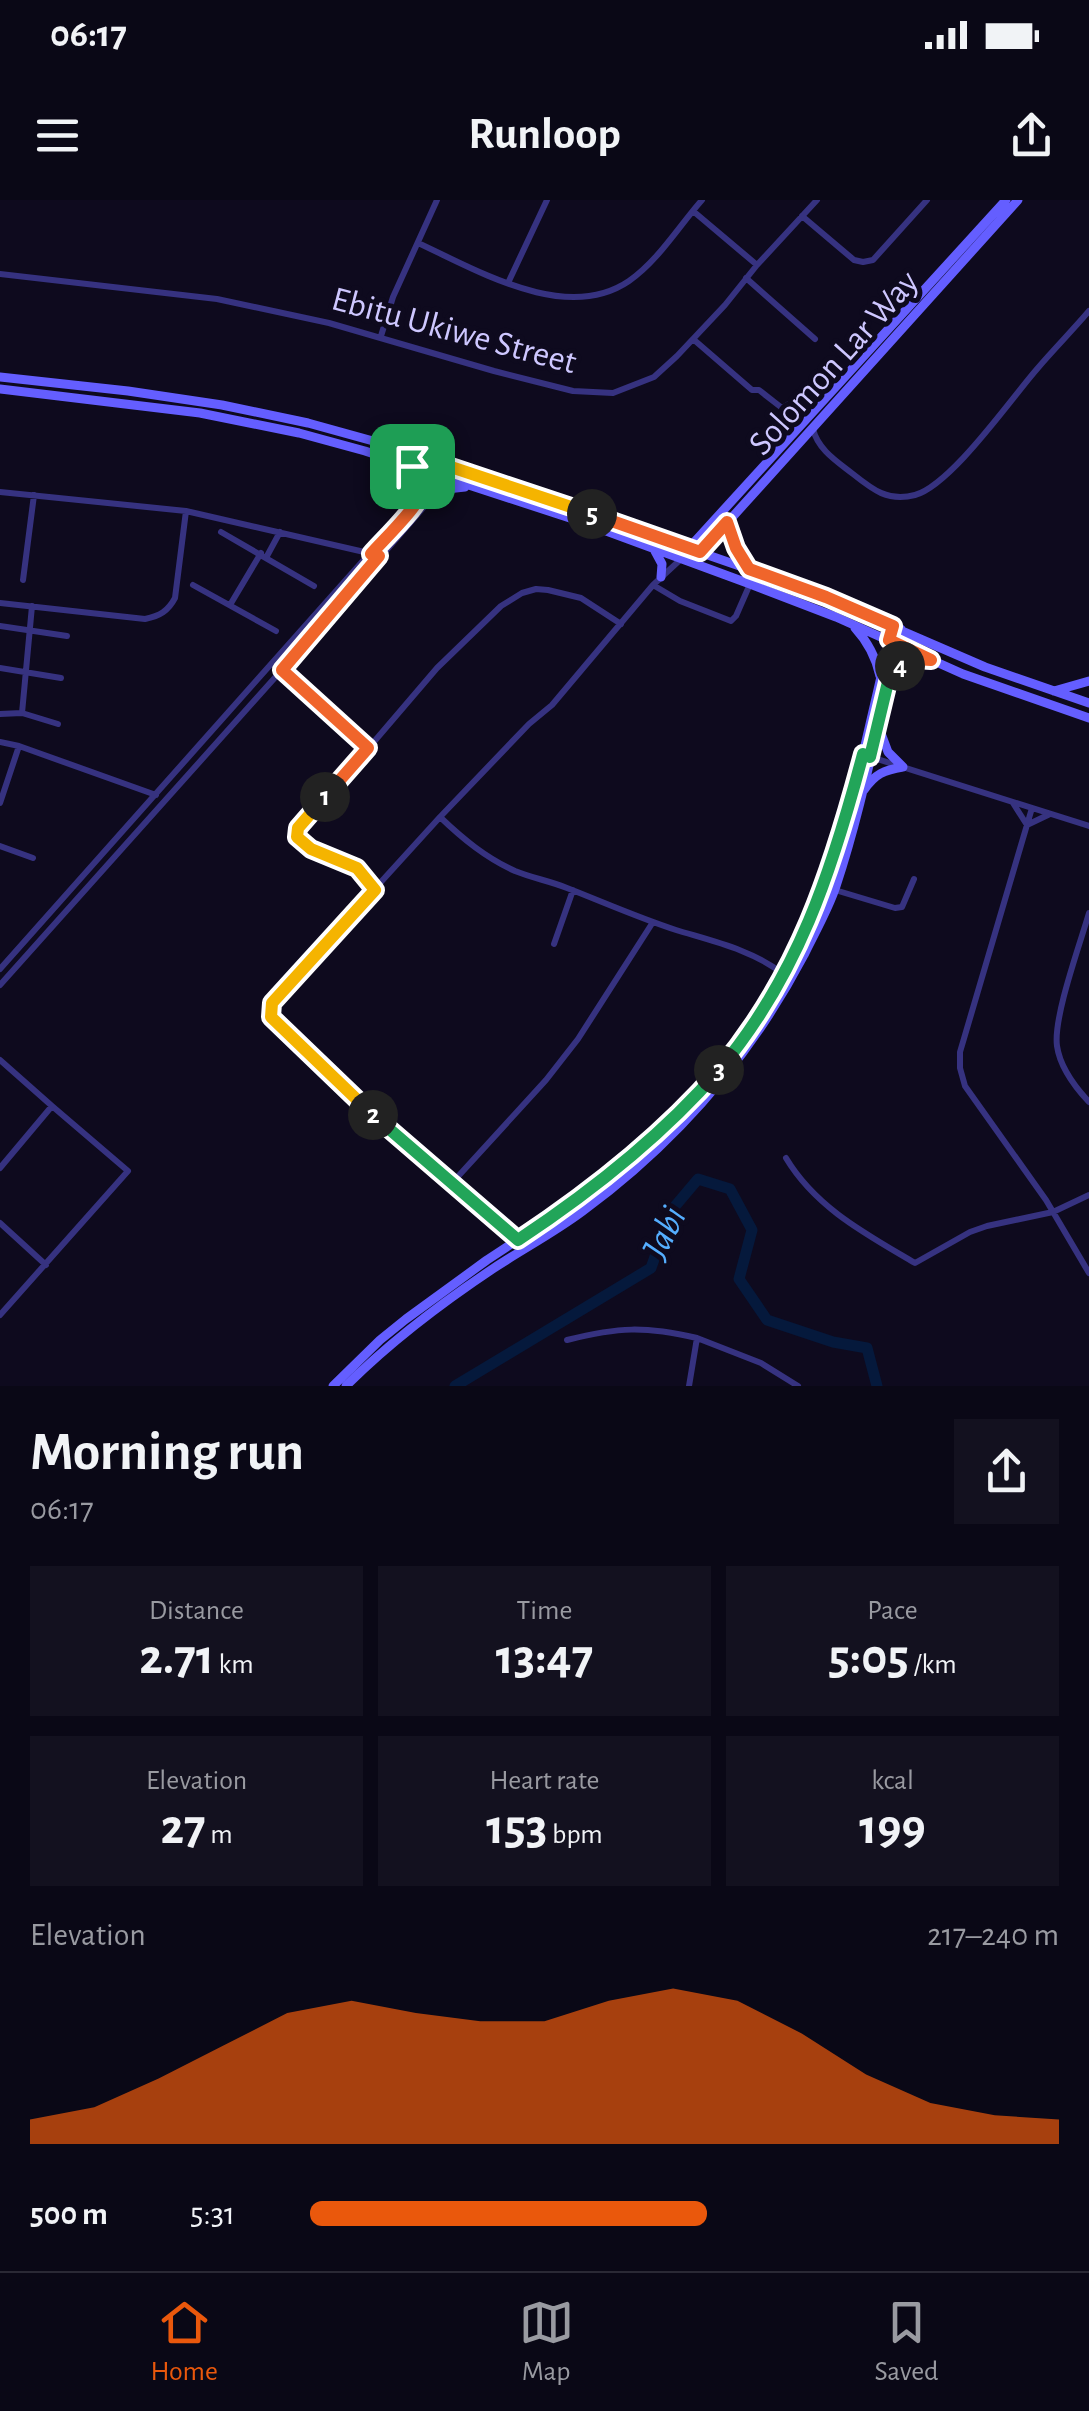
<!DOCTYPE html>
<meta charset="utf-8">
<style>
:root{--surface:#0a0816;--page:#13111f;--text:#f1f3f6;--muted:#999aa1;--line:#2a2935;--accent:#ea580c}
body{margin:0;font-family:"Alegreya Sans",sans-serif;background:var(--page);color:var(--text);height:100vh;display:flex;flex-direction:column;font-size:38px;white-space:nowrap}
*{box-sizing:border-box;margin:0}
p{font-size:32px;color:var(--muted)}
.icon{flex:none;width:55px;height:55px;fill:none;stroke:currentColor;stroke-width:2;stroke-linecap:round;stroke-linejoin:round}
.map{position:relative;height:1186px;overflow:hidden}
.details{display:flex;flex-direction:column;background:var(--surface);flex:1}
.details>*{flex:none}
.pin{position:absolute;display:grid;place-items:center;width:85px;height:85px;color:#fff;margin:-42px;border-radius:20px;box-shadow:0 5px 15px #0006}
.km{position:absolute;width:50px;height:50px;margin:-25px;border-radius:50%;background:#222;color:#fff;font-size:28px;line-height:50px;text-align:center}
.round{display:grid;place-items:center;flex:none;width:105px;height:105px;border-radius:0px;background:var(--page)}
.summary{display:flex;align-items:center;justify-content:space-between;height:170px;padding:0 30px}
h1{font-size:55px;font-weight:700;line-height:75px}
.figures{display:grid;grid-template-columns:repeat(3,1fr);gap:15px;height:170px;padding:10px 30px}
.figures div{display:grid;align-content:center;border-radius:0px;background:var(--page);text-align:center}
.figures b{font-size:50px;font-weight:700}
.figures small{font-size:28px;font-weight:400}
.figures p{font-size:28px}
.chart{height:280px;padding:20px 30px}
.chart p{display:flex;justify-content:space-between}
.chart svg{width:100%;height:180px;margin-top:10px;fill:var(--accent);opacity:.7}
ul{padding:0 30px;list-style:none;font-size:32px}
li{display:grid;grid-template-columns:160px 120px 1fr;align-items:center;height:75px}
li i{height:25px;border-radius:12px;background:var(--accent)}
.status{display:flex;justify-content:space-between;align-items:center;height:70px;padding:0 50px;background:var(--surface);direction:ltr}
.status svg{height:28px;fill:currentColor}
header{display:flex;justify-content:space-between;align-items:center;height:130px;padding:0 30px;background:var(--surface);font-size:45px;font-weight:700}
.tab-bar{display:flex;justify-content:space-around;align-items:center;height:140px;border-top:2px solid var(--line);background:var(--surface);font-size:28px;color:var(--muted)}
.tab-bar a{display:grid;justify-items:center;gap:5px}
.tab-bar .current{color:var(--accent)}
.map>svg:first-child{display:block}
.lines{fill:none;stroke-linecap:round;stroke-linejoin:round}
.river{stroke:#05193c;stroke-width:11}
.street{stroke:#363280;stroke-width:6}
.secondary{stroke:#645eff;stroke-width:9}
.split-1-casing{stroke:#fff;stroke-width:20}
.split-2-casing{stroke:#fff;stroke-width:20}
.split-3-casing{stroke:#fff;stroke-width:20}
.split-4-casing{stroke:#fff;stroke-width:20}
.split-5-casing{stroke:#fff;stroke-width:20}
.split-6-casing{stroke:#fff;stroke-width:20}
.split-1{stroke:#f0652b;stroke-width:12}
.split-2{stroke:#f5b400;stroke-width:12}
.split-3{stroke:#22a559;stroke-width:12}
.split-4{stroke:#22a559;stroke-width:12}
.split-5{stroke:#f0652b;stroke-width:12}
.split-6{stroke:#f5b400;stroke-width:12}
.labels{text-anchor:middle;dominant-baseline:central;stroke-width:10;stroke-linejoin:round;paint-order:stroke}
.street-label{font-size:35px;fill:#cec7ff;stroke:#0e0a1e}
.water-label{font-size:38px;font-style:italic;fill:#55aeff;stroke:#0e0a1e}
</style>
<div class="status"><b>06:17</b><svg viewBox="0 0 49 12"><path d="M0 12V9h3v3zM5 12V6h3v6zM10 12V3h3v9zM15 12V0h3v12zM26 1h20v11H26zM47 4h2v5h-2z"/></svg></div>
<header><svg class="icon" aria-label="menu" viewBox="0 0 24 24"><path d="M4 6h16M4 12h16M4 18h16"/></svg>Runloop<svg class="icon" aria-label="share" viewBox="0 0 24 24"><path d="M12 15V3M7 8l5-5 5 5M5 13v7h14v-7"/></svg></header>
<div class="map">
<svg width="1089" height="1186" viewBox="0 0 1089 1186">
<rect width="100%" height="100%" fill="#0e0a1e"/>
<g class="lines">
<path class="river" d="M 455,1186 L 651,1068 L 671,1011 L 698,979 L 730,989 L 752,1030 L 739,1079 L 767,1120 L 833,1142 L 867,1148 L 877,1186"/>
<path class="street" d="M 693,11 L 757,65
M 802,16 L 854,60 L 863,62 L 873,60 L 927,0
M 418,43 C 477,70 566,124 629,81 C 658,61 679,26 702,0
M 0,74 L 217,99 L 329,123 L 494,171 L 573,191 L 613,193 L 654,177 L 677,156 L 725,105 L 757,65 L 817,0
M 746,78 L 815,139
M 508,83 L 547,0
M 381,136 L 393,97 L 437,0
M 693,139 L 752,190 L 759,190 L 782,208 L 797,199
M 813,229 C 818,250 838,262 853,274 C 873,290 888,302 915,295 C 951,285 1010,200 1037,169 C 1054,149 1072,131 1089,111
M 0,292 L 186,311 L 373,354
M 221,332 L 314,386
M 267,356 L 280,332
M 23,380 L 34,295
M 193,385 L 276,431
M 653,385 L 680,401 L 731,421 L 736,416 L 750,384
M 0,403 L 145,419 C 160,416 168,411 175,398 L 186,311
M 230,405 L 261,353
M 32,406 L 22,513 L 58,524
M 0,426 L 67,436
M 0,468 L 61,478
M 282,470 L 368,548
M 0,514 L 22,513
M 0,542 L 19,546 L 156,595
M 871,557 L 1089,626
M 0,603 L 19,546
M 1013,603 L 1027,625 L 1050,614
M 1032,608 L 960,852 L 960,868 L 965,886 L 1046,1000 L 1089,1073
M 440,617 C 463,639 486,658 515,671 C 532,678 550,681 567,688 C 603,702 639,718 676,730 C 712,741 753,750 783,774
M 0,646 L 33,658
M 375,690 C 370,683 366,675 359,670 C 339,655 307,657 296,633 L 437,468 L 501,406 L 522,393 L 536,389 L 548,390 L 581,398 L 621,424
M 835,690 L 895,708 L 902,707 L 914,679
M 1089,713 C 1080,744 1053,818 1057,846 C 1060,867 1075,887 1089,902
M 554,744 L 573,690
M 0,769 L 441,273
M 0,785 L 297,453 L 457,269
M 0,860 L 52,906 L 0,968
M 786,958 C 816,1008 866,1034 915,1063 L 970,1032 L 987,1026 L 1053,1012 L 1089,995
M 452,983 L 546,880 L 578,839 L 653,722
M 0,1023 L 46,1065
M 518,1040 L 355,899 L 273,820 L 270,812 L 271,803 L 440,617 L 529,524 L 552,505 L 653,385 L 680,360
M 0,1115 L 128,971 L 52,906
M 697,1138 L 761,1163 L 798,1186
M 567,1140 C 619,1127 644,1126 697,1138 L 689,1186"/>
<path class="secondary" d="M 0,177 L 128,191 L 222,205 L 308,223 L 373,241 L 532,294 L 800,387 L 985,467 L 1089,503
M 0,189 L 200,213 L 299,233 L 365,251 L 579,321 L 750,384 L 836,417 L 963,474 L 1089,518
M 418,270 C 426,278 426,285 422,295
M 438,290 L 465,287
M 727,322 L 737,348 L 749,369
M 688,349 L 1006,0
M 655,351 L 662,364 L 661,377
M 700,353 L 1018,0
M 855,428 C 868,442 876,458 880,476
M 892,475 C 901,463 911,459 926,459
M 1054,491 L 1089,481
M 879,528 L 888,552 L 903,567
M 864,590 C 875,574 884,570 903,567
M 333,1186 L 380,1140 L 406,1119 L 487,1060 L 577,1001 L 628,960 L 673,919 L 735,852 L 758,817 L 801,741 L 825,686 L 863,554 L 890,438
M 346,1186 C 392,1140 440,1104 494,1068 C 523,1049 555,1032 583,1011 C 675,943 751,856 804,755 C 815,732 828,710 836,686 C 864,602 879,514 901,429"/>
</g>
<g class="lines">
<g class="split-1-casing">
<path id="split-1" d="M 325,597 L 368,548 L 282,470 L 379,356 L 371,354 C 383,340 425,301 425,284 C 425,275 419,271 412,266"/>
</g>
<g class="split-2-casing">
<path id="split-2" d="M 325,597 L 298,628 L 297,637 L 311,649 L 357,668 L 375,690 L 272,803 L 271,817 L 373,915"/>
</g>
<g class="split-3-casing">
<path id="split-3" d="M 373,915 L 518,1040 C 592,991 661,937 719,870"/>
</g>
<g class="split-4-casing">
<path id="split-4" d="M 719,870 C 798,776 832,671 863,554 L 870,557 L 888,482 L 900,466"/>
</g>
<g class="split-5-casing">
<path id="split-5" d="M 592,314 L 700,352 L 727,322 L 736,348 L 749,369 L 826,397 L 893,426 L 889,440 L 931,460 L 916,459 L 900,466"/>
</g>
<g class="split-6-casing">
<path id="split-6" d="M 412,266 L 440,274 L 448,266 L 592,314"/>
</g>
<use href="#split-1" class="split-1"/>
<use href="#split-2" class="split-2"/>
<use href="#split-3" class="split-3"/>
<use href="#split-4" class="split-4"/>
<use href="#split-5" class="split-5"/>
<use href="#split-6" class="split-6"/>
</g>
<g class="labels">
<g class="street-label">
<text transform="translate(454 131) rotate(15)">Ebitu Ukiwe Street</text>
<text transform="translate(834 163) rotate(-48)">Solomon Lar Way</text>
</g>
<g class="water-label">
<text transform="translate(665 1033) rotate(-63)">Jabi</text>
</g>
</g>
</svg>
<div class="pin" style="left:412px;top:266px;background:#1e9e55"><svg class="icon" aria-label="arrive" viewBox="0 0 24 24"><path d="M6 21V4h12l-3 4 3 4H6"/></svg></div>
<b class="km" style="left:325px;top:597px">1</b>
<b class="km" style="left:373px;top:915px">2</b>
<b class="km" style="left:719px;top:870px">3</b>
<b class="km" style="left:900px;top:466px">4</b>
<b class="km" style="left:592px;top:314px">5</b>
</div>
<section class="details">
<div class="summary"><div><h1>Morning run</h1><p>06:17</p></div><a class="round"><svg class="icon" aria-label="share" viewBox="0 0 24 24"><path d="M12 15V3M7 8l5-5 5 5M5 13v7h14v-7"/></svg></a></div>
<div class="figures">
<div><p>Distance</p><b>2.71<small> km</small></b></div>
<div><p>Time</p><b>13:47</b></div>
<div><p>Pace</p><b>5:05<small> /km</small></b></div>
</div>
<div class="figures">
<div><p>Elevation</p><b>27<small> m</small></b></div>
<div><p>Heart rate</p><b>153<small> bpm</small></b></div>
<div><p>kcal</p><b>199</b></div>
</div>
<div class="chart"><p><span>Elevation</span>217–240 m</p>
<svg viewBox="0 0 160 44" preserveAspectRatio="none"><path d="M0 44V38L10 35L20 28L30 20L40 12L50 9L60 12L70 14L80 14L90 9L100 6L110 9L120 17L130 27L140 34L150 37L160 38V44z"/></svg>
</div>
<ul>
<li><b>500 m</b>5:31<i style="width:53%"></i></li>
</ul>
</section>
<nav class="tab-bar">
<a class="current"><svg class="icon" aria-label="home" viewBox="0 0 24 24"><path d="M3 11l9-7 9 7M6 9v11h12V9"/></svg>Home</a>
<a><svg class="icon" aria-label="map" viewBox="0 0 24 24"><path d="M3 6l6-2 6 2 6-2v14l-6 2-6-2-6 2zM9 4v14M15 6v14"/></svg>Map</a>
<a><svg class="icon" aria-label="saved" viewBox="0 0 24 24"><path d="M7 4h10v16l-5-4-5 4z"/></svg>Saved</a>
</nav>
-=-=-
**WHAT YOU WILL DO:** Gather up every line from the listing above in which the word "share" occurs.

**RESULT OF THIS TASK:**
<header><svg class="icon" aria-label="menu" viewBox="0 0 24 24"><path d="M4 6h16M4 12h16M4 18h16"/></svg>Runloop<svg class="icon" aria-label="share" viewBox="0 0 24 24"><path d="M12 15V3M7 8l5-5 5 5M5 13v7h14v-7"/></svg></header>
<div class="summary"><div><h1>Morning run</h1><p>06:17</p></div><a class="round"><svg class="icon" aria-label="share" viewBox="0 0 24 24"><path d="M12 15V3M7 8l5-5 5 5M5 13v7h14v-7"/></svg></a></div>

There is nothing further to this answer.